··· Provided material ···

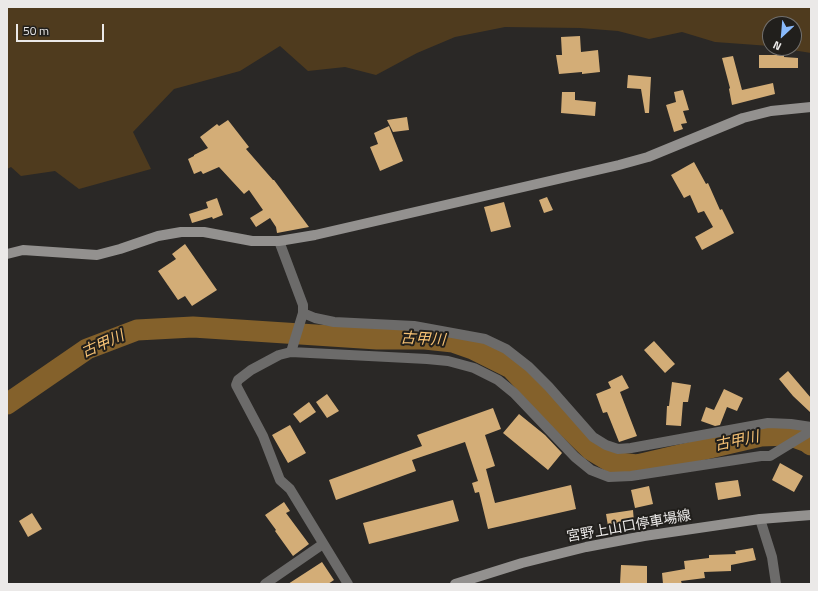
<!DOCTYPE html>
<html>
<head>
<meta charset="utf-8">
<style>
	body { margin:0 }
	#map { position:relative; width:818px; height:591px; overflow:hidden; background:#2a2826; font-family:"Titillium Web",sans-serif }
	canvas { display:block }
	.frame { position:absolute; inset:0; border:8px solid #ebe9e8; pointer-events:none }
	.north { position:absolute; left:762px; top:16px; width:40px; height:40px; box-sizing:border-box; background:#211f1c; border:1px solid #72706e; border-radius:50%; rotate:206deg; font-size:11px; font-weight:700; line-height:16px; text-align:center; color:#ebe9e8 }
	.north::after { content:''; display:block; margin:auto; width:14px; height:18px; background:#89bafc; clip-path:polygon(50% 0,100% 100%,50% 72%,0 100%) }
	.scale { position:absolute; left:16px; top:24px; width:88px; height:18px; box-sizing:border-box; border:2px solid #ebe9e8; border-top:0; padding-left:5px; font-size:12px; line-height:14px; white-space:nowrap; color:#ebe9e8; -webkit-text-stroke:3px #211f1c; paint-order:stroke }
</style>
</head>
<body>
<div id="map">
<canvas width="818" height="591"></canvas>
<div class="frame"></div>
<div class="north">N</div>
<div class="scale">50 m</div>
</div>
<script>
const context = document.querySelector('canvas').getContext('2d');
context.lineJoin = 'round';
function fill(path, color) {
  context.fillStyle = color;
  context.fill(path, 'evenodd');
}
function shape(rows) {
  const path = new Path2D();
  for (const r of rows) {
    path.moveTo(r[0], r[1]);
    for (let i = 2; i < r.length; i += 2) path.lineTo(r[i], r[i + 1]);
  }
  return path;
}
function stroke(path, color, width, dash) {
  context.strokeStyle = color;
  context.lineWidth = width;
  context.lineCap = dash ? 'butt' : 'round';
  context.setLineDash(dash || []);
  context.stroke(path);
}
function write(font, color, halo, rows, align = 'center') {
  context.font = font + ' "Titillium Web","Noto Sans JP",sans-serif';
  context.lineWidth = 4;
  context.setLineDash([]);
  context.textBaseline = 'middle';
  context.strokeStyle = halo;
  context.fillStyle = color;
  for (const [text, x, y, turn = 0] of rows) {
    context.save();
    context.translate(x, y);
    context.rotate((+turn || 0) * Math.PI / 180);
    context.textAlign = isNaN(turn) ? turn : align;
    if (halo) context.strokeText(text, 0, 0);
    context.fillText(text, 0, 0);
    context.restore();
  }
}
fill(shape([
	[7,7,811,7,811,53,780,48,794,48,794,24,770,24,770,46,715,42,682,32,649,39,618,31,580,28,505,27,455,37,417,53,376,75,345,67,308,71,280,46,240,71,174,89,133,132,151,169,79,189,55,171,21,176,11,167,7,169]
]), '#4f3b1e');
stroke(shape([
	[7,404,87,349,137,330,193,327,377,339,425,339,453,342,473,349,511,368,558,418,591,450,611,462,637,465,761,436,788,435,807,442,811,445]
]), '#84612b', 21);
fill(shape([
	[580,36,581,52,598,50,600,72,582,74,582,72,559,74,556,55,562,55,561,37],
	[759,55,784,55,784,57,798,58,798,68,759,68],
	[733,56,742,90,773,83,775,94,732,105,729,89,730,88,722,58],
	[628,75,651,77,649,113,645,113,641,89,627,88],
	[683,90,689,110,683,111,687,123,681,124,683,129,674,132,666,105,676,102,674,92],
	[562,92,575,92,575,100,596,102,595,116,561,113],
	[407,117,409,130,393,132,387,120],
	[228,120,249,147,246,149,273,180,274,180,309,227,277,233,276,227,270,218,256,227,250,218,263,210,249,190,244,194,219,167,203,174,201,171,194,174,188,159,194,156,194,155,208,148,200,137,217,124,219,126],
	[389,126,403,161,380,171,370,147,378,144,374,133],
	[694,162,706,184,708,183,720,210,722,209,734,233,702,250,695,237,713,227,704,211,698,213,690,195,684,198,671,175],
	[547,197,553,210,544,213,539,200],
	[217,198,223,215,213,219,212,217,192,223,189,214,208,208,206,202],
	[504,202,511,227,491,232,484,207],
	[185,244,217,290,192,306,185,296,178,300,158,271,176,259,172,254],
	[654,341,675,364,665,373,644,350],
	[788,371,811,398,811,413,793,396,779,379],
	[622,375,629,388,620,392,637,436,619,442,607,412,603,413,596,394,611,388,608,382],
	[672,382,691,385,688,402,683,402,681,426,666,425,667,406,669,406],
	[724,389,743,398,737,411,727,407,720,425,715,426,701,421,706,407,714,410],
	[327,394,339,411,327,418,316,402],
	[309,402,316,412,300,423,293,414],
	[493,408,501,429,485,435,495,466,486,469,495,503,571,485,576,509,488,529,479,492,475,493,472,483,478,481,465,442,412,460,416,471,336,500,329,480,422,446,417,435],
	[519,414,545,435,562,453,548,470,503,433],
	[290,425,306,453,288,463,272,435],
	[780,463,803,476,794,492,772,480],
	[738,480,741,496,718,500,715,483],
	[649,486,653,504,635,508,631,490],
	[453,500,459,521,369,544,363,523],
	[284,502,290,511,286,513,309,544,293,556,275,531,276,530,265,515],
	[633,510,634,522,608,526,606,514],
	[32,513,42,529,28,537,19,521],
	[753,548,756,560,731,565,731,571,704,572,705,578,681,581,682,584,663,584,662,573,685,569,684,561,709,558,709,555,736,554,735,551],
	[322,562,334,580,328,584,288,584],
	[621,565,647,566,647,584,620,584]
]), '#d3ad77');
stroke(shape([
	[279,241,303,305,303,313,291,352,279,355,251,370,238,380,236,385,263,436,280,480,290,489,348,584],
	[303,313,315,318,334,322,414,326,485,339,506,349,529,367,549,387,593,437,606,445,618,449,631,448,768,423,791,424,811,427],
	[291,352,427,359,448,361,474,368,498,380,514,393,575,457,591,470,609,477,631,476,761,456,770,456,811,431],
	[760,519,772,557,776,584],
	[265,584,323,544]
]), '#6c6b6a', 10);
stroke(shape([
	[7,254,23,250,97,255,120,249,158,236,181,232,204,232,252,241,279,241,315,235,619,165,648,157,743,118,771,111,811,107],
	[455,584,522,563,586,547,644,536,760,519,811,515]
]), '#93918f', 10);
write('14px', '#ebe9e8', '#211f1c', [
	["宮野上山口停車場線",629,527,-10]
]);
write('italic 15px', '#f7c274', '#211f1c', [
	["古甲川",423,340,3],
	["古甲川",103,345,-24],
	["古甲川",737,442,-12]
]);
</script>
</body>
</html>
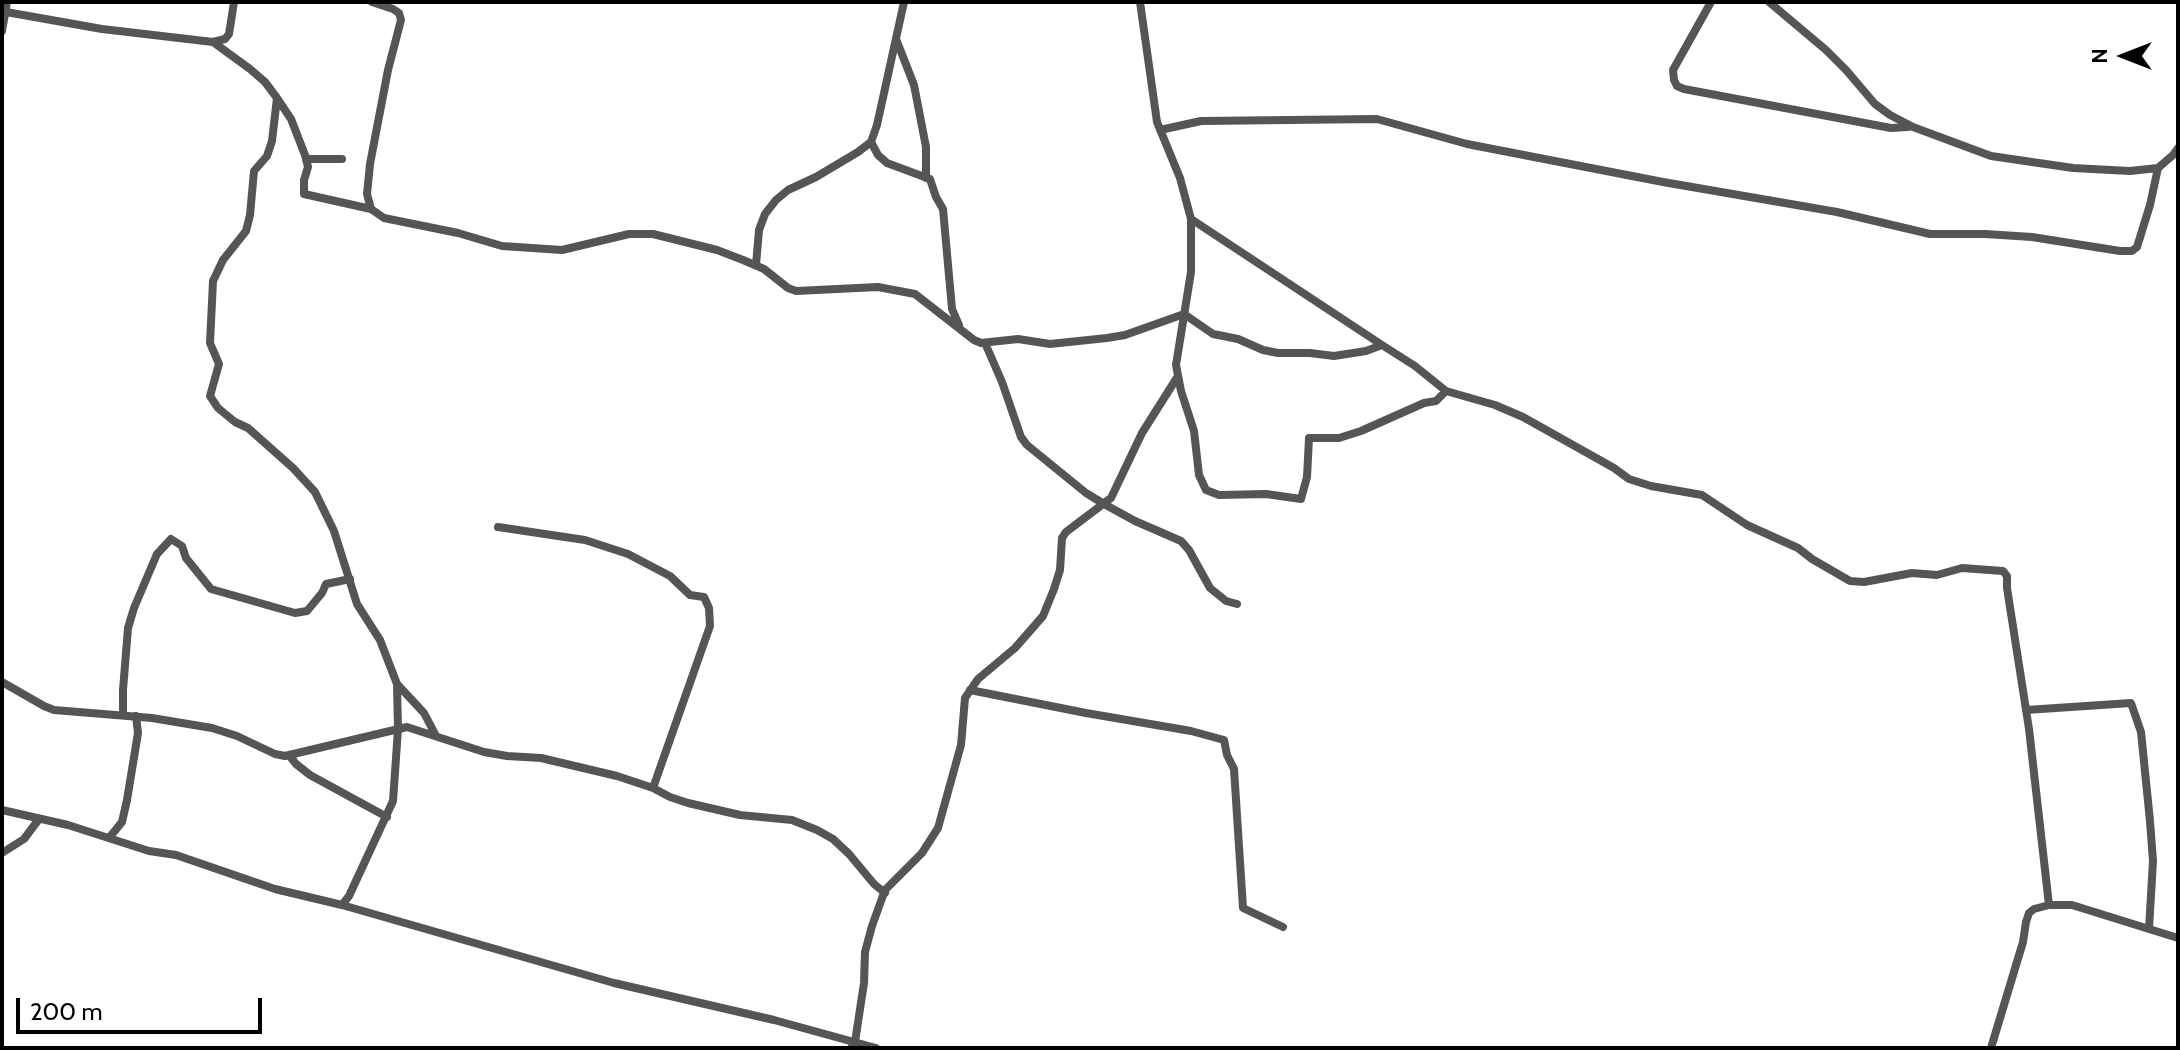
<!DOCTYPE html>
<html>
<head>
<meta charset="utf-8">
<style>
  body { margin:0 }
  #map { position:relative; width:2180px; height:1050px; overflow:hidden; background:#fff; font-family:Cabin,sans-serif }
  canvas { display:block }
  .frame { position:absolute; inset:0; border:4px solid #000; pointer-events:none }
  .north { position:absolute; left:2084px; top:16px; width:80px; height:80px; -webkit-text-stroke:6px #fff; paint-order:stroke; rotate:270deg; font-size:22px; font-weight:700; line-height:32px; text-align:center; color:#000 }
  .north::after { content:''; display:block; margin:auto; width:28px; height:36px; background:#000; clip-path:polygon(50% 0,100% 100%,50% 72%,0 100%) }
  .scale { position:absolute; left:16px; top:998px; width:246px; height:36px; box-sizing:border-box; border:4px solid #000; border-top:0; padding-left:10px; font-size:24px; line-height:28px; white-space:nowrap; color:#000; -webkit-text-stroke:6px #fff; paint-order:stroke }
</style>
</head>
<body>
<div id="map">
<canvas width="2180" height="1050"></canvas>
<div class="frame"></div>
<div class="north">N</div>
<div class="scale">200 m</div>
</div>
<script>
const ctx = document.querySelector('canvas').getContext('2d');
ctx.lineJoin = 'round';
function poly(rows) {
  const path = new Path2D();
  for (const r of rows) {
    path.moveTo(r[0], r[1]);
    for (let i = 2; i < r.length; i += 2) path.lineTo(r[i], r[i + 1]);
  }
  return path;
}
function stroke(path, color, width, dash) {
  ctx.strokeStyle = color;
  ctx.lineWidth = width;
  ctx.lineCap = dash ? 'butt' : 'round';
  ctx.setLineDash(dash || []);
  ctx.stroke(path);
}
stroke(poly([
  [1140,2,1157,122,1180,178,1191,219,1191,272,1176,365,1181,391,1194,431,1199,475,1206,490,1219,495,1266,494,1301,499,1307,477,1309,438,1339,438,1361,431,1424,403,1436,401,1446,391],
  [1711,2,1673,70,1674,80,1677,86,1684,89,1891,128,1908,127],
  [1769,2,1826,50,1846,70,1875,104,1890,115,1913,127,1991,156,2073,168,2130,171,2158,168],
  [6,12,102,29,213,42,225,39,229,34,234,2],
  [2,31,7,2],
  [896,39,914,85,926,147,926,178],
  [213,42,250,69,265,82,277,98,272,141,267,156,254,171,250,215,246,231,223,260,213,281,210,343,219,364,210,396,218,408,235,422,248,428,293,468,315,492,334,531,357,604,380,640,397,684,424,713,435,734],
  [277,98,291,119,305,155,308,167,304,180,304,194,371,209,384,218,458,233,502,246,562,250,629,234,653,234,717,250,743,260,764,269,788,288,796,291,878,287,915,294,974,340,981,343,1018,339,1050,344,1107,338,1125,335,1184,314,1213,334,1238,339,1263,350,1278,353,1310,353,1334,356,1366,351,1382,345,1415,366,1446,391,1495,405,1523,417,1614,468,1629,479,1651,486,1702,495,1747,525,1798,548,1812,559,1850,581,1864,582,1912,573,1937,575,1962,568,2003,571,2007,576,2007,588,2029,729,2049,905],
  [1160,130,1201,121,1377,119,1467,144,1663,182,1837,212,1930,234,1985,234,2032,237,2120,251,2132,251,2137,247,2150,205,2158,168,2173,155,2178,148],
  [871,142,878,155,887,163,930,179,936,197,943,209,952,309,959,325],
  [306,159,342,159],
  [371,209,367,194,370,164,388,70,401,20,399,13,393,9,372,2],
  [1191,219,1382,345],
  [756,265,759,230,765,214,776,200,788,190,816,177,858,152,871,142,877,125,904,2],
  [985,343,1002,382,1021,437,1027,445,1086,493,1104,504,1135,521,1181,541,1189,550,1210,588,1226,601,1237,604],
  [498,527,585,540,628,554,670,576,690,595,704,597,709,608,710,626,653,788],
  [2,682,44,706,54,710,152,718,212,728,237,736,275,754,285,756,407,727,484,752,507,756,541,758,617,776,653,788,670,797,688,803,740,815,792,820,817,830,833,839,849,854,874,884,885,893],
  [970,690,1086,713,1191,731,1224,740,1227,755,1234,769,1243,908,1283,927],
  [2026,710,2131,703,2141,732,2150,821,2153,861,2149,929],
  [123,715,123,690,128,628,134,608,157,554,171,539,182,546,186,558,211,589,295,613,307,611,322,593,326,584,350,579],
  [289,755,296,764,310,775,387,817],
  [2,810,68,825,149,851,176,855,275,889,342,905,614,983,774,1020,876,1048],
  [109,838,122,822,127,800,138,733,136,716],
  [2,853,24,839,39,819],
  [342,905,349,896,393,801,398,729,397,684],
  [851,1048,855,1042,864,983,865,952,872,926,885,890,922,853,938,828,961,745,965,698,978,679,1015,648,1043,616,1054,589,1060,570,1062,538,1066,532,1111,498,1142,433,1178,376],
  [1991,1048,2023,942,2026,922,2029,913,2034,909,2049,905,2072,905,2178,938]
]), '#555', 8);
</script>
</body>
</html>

···

**Work request**
Within the material above, the line with "context.textBaseline = 'middle';" opens the range and the line with "if (halo) context.strokeText(text, 0, 0);" closes it; reproduce that range word for word.

**Answer**
  context.textBaseline = 'middle';
  context.strokeStyle = halo;
  context.fillStyle = color;
  for (const [text, x, y, turn = 0] of rows) {
    context.save();
    context.translate(x, y);
    context.rotate((+turn || 0) * Math.PI / 180);
    context.textAlign = isNaN(turn) ? turn : align;
    if (halo) context.strokeText(text, 0, 0);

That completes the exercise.